These notes are available as slides and a Jupyter notebook.
Suppose \(Y_1\) and \(Y_2\) are independently and identically distributed and \[ P_\theta \{ Y_i = \theta-1 \} = \frac{1}{2}, \quad P_\theta \{ Y_i = \theta+1 \} = \frac{1}{2} \] Consider the following confidence set
\begin{eqnarray*} C(Y_1,Y_2) = \left\{ \begin{array}{lcl} \frac{1}{2}(Y_1+Y_2) & \mbox{if} & Y_1 \not= Y_2 \\\ Y_1 - 1 & \mbox{if} & Y_1 = Y_2 \end{array} \right. \end{eqnarray*}
From a pre-experimental perspective \(C(Y_1,Y_2)\) is a 75% confidence interval.
However, from a post-experimental perspective, we are a ``100% confident’’ that \(C(Y_1,Y_2)\) contains the``true’’ \(\theta\) if \(Y_1 \not= Y_2\), whereas we are only ``50% percent’’ confident if \(Y_1 = Y_2\).
Does it make sense to report a pre-experimental measure of accuracy, when it is known to be misleading after seeing the data?

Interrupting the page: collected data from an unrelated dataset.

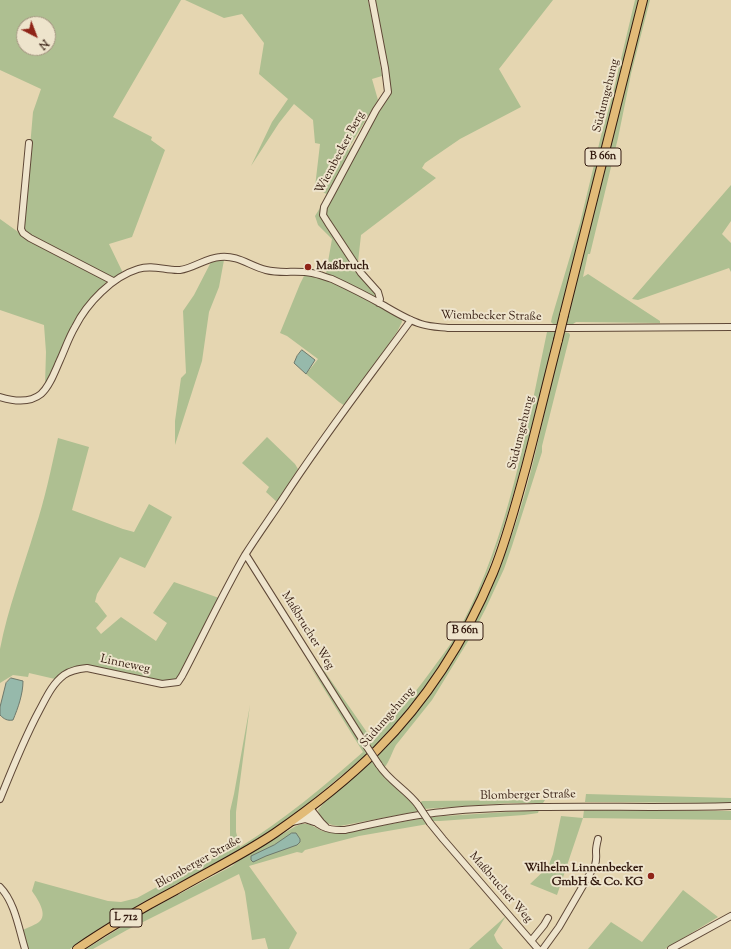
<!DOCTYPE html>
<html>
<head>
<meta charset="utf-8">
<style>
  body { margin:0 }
  #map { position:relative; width:731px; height:949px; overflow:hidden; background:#e5d6b1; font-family:"Sorts Mill Goudy",serif }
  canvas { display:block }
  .north { position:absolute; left:16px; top:16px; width:40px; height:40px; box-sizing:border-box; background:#eee4cc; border:1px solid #a39380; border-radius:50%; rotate:138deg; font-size:11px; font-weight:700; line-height:16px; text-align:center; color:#32190e }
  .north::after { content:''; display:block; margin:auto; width:14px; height:18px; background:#8f2418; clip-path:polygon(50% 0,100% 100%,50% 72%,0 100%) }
</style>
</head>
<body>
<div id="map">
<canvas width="731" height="949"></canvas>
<div class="north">N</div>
</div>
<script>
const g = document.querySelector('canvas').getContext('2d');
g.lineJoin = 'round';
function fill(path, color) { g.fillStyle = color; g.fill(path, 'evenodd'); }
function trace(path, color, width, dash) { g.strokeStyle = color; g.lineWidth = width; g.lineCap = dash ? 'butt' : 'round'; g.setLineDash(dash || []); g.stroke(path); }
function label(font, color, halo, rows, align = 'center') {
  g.font = font + ' "Sorts Mill Goudy",serif'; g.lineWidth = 4; g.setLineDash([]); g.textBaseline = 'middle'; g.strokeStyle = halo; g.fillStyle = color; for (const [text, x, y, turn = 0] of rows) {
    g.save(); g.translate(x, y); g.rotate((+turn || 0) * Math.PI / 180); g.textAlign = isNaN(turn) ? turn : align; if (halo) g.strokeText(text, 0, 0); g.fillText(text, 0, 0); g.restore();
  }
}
fill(new Path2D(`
  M0,0H181L113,117L152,137L151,140L165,150L132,237L109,244L123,273L113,278L27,234L23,229L33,112L41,89L0,70ZM24,24H48V48H24Z
  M185,0H368L376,39L382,76L372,79L378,100L348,149V151L391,94L373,0H553L499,69L521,107L460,139L425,163L422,168L436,178L361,235L358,262L381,293L379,297L370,295L326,273L332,239L318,225L315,216L328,195L315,187L320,144L315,143L313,120L294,104L279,123L251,166L272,122L288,99L259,74L264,43L242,14L224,18Z
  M635,0H639L604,137L571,273L558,325L553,324L551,322L552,317L580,223L601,136L612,97Z
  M647,0H650L631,74L618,138L590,254H588L583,277L588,274L660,321V323L576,322L573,324L566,325Z
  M731,185V221L722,234L731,243V272L729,268L638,300L632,299Z
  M0,219L28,239L108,280L78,315L45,385L46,352L44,325L0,310Z
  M224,260L219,287L209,312L202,361L175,445V421L181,378L186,373L183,311L194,295L211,262Z
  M312,275L325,279L401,316L402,322L397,332L345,406L339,402L306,374L318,359L287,336L280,333L300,284L304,276Z
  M556,331C548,362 540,394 532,425C514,494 496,563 463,627C440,673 406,713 372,751L307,646L373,741C395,716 417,691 436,664C445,652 454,640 461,626C509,536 526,431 547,332Z
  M564,332L569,333L570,335L542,446V452L512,546L504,569L485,610L473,633L432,700L396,745C392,752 389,763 384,768L376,757C436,698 479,625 508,546C526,497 537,447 548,397C553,375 559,354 564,332Z
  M267,437L295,464L298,469L277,502L266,492L269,487L242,463Z
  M58,438L89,447L72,510L123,529L134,532L149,504L172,517L145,568L120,557L97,594L95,602L97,603L107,616L96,628L101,634L121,617L156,641L167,623L153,613L174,582L219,598L178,678L174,681L167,682L87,667L55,679L29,673L28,677L13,675L0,683C0,672 0,660 0,649C8,608 23,569 35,529C45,499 51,469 58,438Z
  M308,663L332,697L369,753L307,804L287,819L252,843L143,902L100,928L70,949H28L23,930C28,927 36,925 40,921C48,913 36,897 32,891L35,881L108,901L121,902L137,898L177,876L230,850V811L234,794L250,705L236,812V832L240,847C284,820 324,786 363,752Z
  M373,760L407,795L419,811L340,826C330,826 319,821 318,810L323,804Z
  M586,794L731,798V803L585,802Z
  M545,800L543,803H509L424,809L420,803L422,801Z
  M539,810L538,813L524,815L440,821H433L429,817Z
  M584,810L731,811V820L583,818L557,895L530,884L548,867L553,854L561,816L583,818Z
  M424,818L428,824L359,836L305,850L302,853L297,852L249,866L297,933L289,949H268L265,938L252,940L245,892L239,874L127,930L93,949H86L144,913L232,866L240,859L296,826L301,824H307L311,825L322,831L337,833L353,831Z
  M683,890L718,917L665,949H588L611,922L642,942Z
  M506,916L494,935L497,942L503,949H469Z`), '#aebf91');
const water = new Path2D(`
  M302,350L315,360L306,374L294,363L297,356Z
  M11,678L23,681C23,694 18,708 13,720C7,721 4,719 0,715V707L6,683Z
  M292,833H296L300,839V842L297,845L266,856L253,862L251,860V856L274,845Z`);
fill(water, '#96b9ab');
trace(water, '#6e796c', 1);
const minor = new Path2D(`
  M372,0L385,68L388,92L376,110L330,196L324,207L323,215L328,223L361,273L378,292L380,299L379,303
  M29,143L21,229L23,233L30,238L113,281
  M0,397C13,401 30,403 41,394C50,386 55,371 60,360C65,349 69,337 75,327C87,303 112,277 138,269C153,264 166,271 180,270C194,268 206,258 220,257C238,255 250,266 266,270C281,274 297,270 312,273C318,274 325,277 332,279C349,287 367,296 383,305C395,312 408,320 421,324C430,327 439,327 448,328H575L731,327
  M246,555L365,744
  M379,765C389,781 407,790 418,805
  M0,799C12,769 24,739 39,711C46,698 52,684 64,675C71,670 79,669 87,668L162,684L178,682L182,676C203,636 222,595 245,555C257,536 270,518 282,500C322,438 367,380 411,320
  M310,808L321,822L326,827
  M305,811C316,826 327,831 345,830C377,823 410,815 443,812C474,808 506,808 537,807C602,806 666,808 731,806
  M292,822L305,819L314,822
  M430,823L443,839L538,949
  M0,887C15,902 19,930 25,949
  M531,941L544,925L548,918
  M543,949L559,927L595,865C597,859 596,856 596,851C596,847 597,843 598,839
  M671,949L731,916`);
const major = new Path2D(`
  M564,315L643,0
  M77,949C109,927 142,908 176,890C209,871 244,854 275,833C311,808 346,781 377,750C427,700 466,638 493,573C507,539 516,503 526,467C537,425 547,383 558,340`);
trace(minor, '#5f4837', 8);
trace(major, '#32190e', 10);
trace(minor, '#eee4cc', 6);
trace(major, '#e2bb78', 8);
const minorBridge = new Path2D(`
  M365,744L379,765
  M418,805L430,823`);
const majorBridge = new Path2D(`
  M558,340L564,315`);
trace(minorBridge, '#5f4837', 8, []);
trace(majorBridge, '#32190e', 10, []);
trace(minorBridge, '#eee4cc', 6);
trace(majorBridge, '#e2bb78', 8);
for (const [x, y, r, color] of [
  [308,267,4,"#8f2418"],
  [651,876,4,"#8f2418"]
]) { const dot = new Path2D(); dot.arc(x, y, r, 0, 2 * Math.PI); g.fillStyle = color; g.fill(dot); trace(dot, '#eee4cc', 1.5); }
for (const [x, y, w] of [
  [603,157,36],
  [465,631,36],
  [126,918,32]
]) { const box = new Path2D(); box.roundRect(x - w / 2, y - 9, w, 18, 3); g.fillStyle = '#eee4cc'; g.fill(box); trace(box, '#32190e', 1); }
label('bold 11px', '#32190e', null, [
  ["B 66n",603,157],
  ["B 66n",465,631],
  ["L 712",126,918]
]);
label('12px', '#32190e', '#eee4cc', [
  ["Südumgehung",607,96,-76],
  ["Wiembecker Berg",341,153,-62],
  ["Wiembecker Straße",491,317,1],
  ["Südumgehung",522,433,-76],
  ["Maßbrucher Weg",307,631,58],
  ["Linneweg",125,665,12],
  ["Südumgehung",388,718,-49],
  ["Blomberger Straße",528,796,-1],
  ["Blomberger Straße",199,863,-29],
  ["Maßbrucher Weg",500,888,49]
]);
label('bold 12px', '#32190e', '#eee4cc', [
  ["Maßbruch",316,267],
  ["Wilhelm Linnenbecker",643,869,"right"],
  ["GmbH & Co. KG",643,883,"right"]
], 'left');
</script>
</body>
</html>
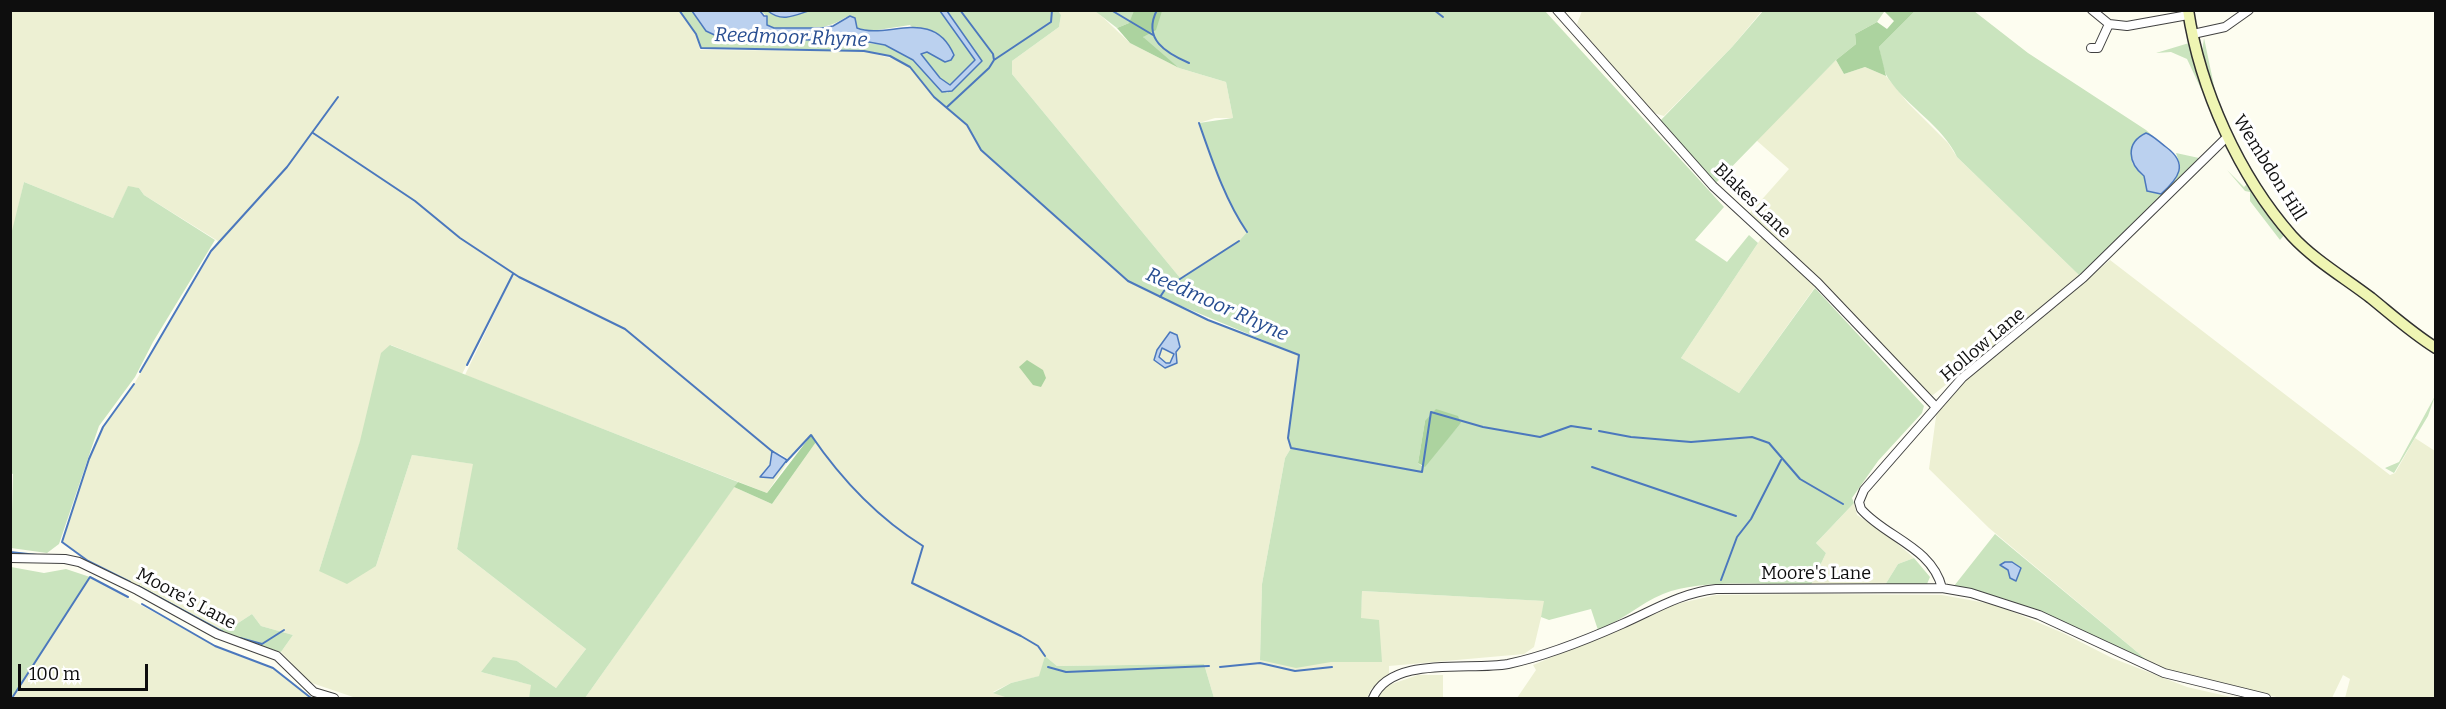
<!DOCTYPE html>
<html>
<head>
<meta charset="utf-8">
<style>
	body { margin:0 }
	#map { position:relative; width:2446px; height:709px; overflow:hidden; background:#fdfdf0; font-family:Bitter,serif }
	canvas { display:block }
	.frame { position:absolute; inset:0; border:12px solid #0e0e0e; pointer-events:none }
	.scale { position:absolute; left:18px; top:664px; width:130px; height:27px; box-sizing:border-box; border:3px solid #0e0e0e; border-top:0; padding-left:8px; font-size:18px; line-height:21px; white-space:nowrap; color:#0e0e0e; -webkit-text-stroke:4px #fff; paint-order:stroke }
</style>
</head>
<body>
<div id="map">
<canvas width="2446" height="709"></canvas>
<div class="frame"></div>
<div class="scale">100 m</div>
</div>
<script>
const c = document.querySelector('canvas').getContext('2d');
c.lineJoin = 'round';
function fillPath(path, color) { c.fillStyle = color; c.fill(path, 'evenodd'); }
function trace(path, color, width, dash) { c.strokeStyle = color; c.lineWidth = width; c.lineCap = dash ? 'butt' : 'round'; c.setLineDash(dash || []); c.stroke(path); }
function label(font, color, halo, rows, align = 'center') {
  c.font = font + ' Bitter,serif'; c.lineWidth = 6; c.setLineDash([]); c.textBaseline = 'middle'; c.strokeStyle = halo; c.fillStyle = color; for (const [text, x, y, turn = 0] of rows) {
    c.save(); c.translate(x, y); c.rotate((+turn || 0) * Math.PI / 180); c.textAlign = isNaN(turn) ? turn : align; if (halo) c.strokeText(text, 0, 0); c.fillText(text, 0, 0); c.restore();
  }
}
fillPath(new Path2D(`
	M679 10 696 34 700 50 864 51 901 61 916 73 934 97 967 125 981 150 1128 281 1208 320 1299 355 1288 438 1291 448 1285 458 1262 584 1260 660 1358 662 1362 591 1545 601 1534 647 1524 654 1389 666V676L1371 689 1367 698H1214L1204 664 1057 666 1045 656 1040 676 1011 683 993 692 1008 698H585L734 487 772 504 816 442 811 434 789 460 779 453 760 476 773 478 786 462 787 463 767 493 465 375 513 275 462 374 391 345 319 571 376 566 412 455 474 464 457 549 586 649 556 688 517 661 481 672 532 685 529 698H356L309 682 281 652 293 635 261 626 252 614 232 627 217 629 88 561 64 544 62 542 89 459 103 427 134 384 218 241 144 195 139 188 128 187 113 218 24 182 11 239V11Z
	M1095 10 1130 43 1179 68 1226 82 1233 118H1215L1199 123 1238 218 1247 232 1239 241 1181 279 1012 74V61L1059 27 1061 15 1058 11Z
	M1582 11H1762L1732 47 1664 116 1650 112 1594 48 1577 24Z
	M1836 60 1844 74 1865 67 1886 76 1908 103 1948 143 1957 157 2081 277 1933 395 1928 394 1749 214 1789 169 1756 140Z
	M1764 234 1818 283 1739 393 1681 358Z
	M2110 260 2390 475 2395 473 2415 438 2435 451V698H2345L2350 679 2343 675 2332 698H2281L2227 687 2154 666 1989 528 1929 469 1937 409 1960 384Z
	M1854 503 1857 515 1884 532 1914 558 1898 564 1885 585H1811L1826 553 1816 543Z
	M90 577 215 646 273 668 311 698H12Z
	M1814 594 1942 595 1997 605 2063 633 2112 658 2187 687 2235 698H1517L1536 670 1533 665 1636 622 1672 605 1716 595Z
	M1418 675H1443V698H1378L1386 686Z`), '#edf0d3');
fillPath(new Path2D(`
	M679 11H692L701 25 885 45 913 60 947 93 982 61 947 11H1058L1061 15 1059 27 1012 61V74L1181 279 1239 241 1247 232C1225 199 1212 160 1199 123L1233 118 1226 82 1179 68 1146 42 1143 37 1162 11H1545L1724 207 1695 240 1727 262 1749 235 1758 243 1681 358 1739 393 1815 288 1924 406 1922 413 1878 461 1852 498 1854 503 1816 543 1826 553 1811 585C1769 585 1702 578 1663 594 1639 604 1622 621 1598 630L1591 609 1549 620 1541 617 1544 601 1362 591 1361 618 1379 620 1382 662H1331L1296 668 1260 660 1262 584 1285 458 1291 448 1288 438 1299 355 1162 298 1128 281 981 150 967 125 934 97 910 67 890 56 864 51 701 48 696 34ZM1425 421 1461 423 1423 467 1418 463Z
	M760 11 797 15 808 11H940L975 60 950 85H946L921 54 927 52 945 62 910 25 871 31 857 28 855 21 846 17C825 32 800 29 774 28L767 25V16Z
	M1095 11H1137L1129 23 1117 28Z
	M1763 11 1884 12 1877 22 1855 34 1856 44 1836 60 1713 186 1659 122 1732 47Z
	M1915 11H1974L2028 53 2146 130 2155 138 2150 135 2141 136C2129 153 2126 162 2144 176L2147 191 2161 194 2180 165 2176 153 2199 158 2162 199 2081 277 1957 157C1943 126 1907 107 1888 78 1883 70 1881 57 1879 47Z
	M2204 38 2217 100 2202 53Z
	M2189 43 2202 91 2187 59 2171 52 2156 53Z
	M2227 170 2244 187 2249 182 2285 234 2280 240 2250 201V192L2245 191Z
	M24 182 113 218 128 186 139 188 144 195 215 240 153 342 135 377 99 426 59 544 47 553 11 548 13 474 10 473V239Z
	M390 345 738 482 585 698H529L531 685 481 672 493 657 517 661 556 688 586 649 457 549 473 464 412 455 376 566 347 584 319 571 360 441 381 353Z
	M2435 396 2428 416 2394 473 2385 468 2399 462Z
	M1995 534 2154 666 2039 612 2005 599 1954 586Z
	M1914 558 1930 577 1927 584 1885 585 1898 564Z
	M11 567 44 573 66 569 90 577 12 698Z
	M252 614 261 626 293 635 281 652 230 636 217 629 232 627Z
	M1045 656 1057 666 1204 664 1214 698H1008L993 693 1011 683 1039 676Z`), '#cae4be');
fillPath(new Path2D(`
	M1134 11H1162L1156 30 1143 37 1179 68 1130 43 1117 28 1129 23Z
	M1884 11H1915L1879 47 1886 76 1865 67 1844 74 1836 60 1856 44 1855 34 1877 22 1887 29 1894 21Z
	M1027 360 1043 370 1046 378 1041 387 1033 385 1019 367Z
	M1436 409 1458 416 1461 423 1425 467 1418 463 1425 421Z
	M812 434 816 442 772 504 734 487 738 482 767 493Z`), '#acd39f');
const water = new Path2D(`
	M692 11H760L764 16H767V25L774 28H822L833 26 850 16 855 18 857 28C887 40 933 6 954 55L951 60 945 62 927 52 921 54 940 78 950 85 975 60 940 11H947L982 61 952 91 942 92 913 60 885 45 863 41 721 38 706 31Z
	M768 11H808C794 16 781 22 768 11Z
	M2146 133C2154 136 2159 142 2166 147 2189 164 2179 178 2161 194L2147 191 2144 176C2128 163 2125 143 2146 133Z
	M1170 332 1177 335 1180 347 1176 352 1177 363 1165 368 1154 360 1157 350ZM1162 348 1174 354 1170 363H1166L1159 357Z
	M772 451 787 460 773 478 760 477 770 465Z
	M2005 562H2012L2021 568 2016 581 2010 578 2008 570 2000 565Z`);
fillPath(water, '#bbd1ef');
trace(water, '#4b78bd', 1.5);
trace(new Path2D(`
	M679 10 696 34 701 48 864 51 890 56 910 67 934 97 967 125 981 150 1128 281 1208 320 1299 355 1288 438 1291 448 1422 472 1431 412 1483 427 1540 437 1571 426 1591 429
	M1111 10 1153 35
	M1157 10C1142 39 1166 53 1189 63
	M1434 10 1443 17
	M994 60 1051 22 1052 10
	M947 107 989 68 994 60 993 54 960 10
	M1199 123C1212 160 1225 200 1247 232
	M313 133 415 201 460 238 519 277 625 329 773 452
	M1160 297 1166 288 1239 241
	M467 365 513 274
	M140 372 211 251 287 167 338 97
	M1599 431 1631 437 1691 442 1752 437 1769 443 1800 479 1843 504
	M786 462 811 435C841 479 878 518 923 546L912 583 1021 636 1038 646 1045 656
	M1592 467 1736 516
	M10 552 37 555
	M1721 580 1737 537 1751 519 1781 460
	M130 582 88 561 62 542 89 459 103 427 134 384
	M138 586 223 632
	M142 604 215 646 273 668 311 698
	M240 638 262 644 284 630
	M1048 667 1066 672 1209 666
	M1220 667 1260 663 1295 671 1332 667
	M12 698 90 577 128 597`), '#4b78bd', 2);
const minor = new Path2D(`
	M1557 10 1713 186 1818 283 1935 406
	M2092 10 2109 24
	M2193 34 2225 27 2249 10
	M2091 48H2098L2109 24 2127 26 2188 15
	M10 558 65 559 79 562 137 590 217 634 277 656 314 692 334 698
	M1942 588C1932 547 1885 537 1861 509L1859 502 1864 490 1962 378 2083 278 2227 137
	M1373 698C1391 655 1470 671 1508 664 1546 656 1586 640 1622 624 1654 610 1680 593 1716 589L1942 588 1971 593 2039 615 2164 673 2266 698`);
const secondary = new Path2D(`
	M2188 10C2200 89 2239 176 2292 236 2314 260 2345 278 2371 298 2392 315 2412 333 2436 348`);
trace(minor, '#414141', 10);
trace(secondary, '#303030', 13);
trace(minor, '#fff', 8);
trace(secondary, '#eff5b3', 10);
label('18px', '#0e0e0e', '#fff', [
	["Wembdon Hill",2269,168,58],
	["Blakes Lane",1752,201,44],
	["Hollow Lane",1983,345,-40],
	["Moore's Lane",1816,574],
	["Moore's Lane",186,599,28]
]);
label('italic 20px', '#264c90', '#fff', [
	["Reedmoor Rhyne",791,38,2],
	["Reedmoor Rhyne",1217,305,24]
]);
</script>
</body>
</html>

Conditionality Principle: If an experiment is selected by some random mechanism independent of the unknown parameter \(\theta\), then only the experiment actually performed is relevant.
Most also agree with
Sufficiency Principle: Consider an experiment to determine the value of an unknown parameter \(\theta\) and suppose that \({\cal S}(\cdot)\) is a sufficient statistic. If \({\cal S}(Y_1)={\cal S}(Y_2)\) then \(Y_1\) and \(Y_2\) contain the same evidence with respect to \(\theta\).
The combination of the quite reasonable Conditionality Principle and the Sufficiency Principle lead to the more controversial Likelihood Principle (see discussion in Robert1994).
Likelihood Principle: All the information about an unknown parameter \(\theta\) obtainable from an experiment is contained in the likelihood function of \(\theta\) given the data. Two likelihood functions for \(\theta\) (from the same or different experiments) contain the same information about \(\theta\) if they are proportional to another.
Frequentist maximum-likelihood estimation and inference typically violates the LP!
Bayesian methods do not
A Bayesian model consists of:
parametric probability distribution for the data, which we will characterize by the density \(p(Y^T|\theta)\)
prior distribution \(p(\theta)\).
The density \(p(Y^T|\theta)\) interpreted as a function of \(\theta\) with fixed \(Y^T\) is the likelihood function.
The posterior distribution of the parameter \(\theta\), that is, the conditional distribution of \(\theta\) given \(Y_T\), can be obtained through Bayes theorem:
\begin{eqnarray*} p(\theta|Y^T) = \frac{ p(Y^T|\theta) p(\theta)}{ \int p(Y^T|\theta) p(\theta) d\theta} \end{eqnarray*}
can interpret this formula as an inversion of probabilities.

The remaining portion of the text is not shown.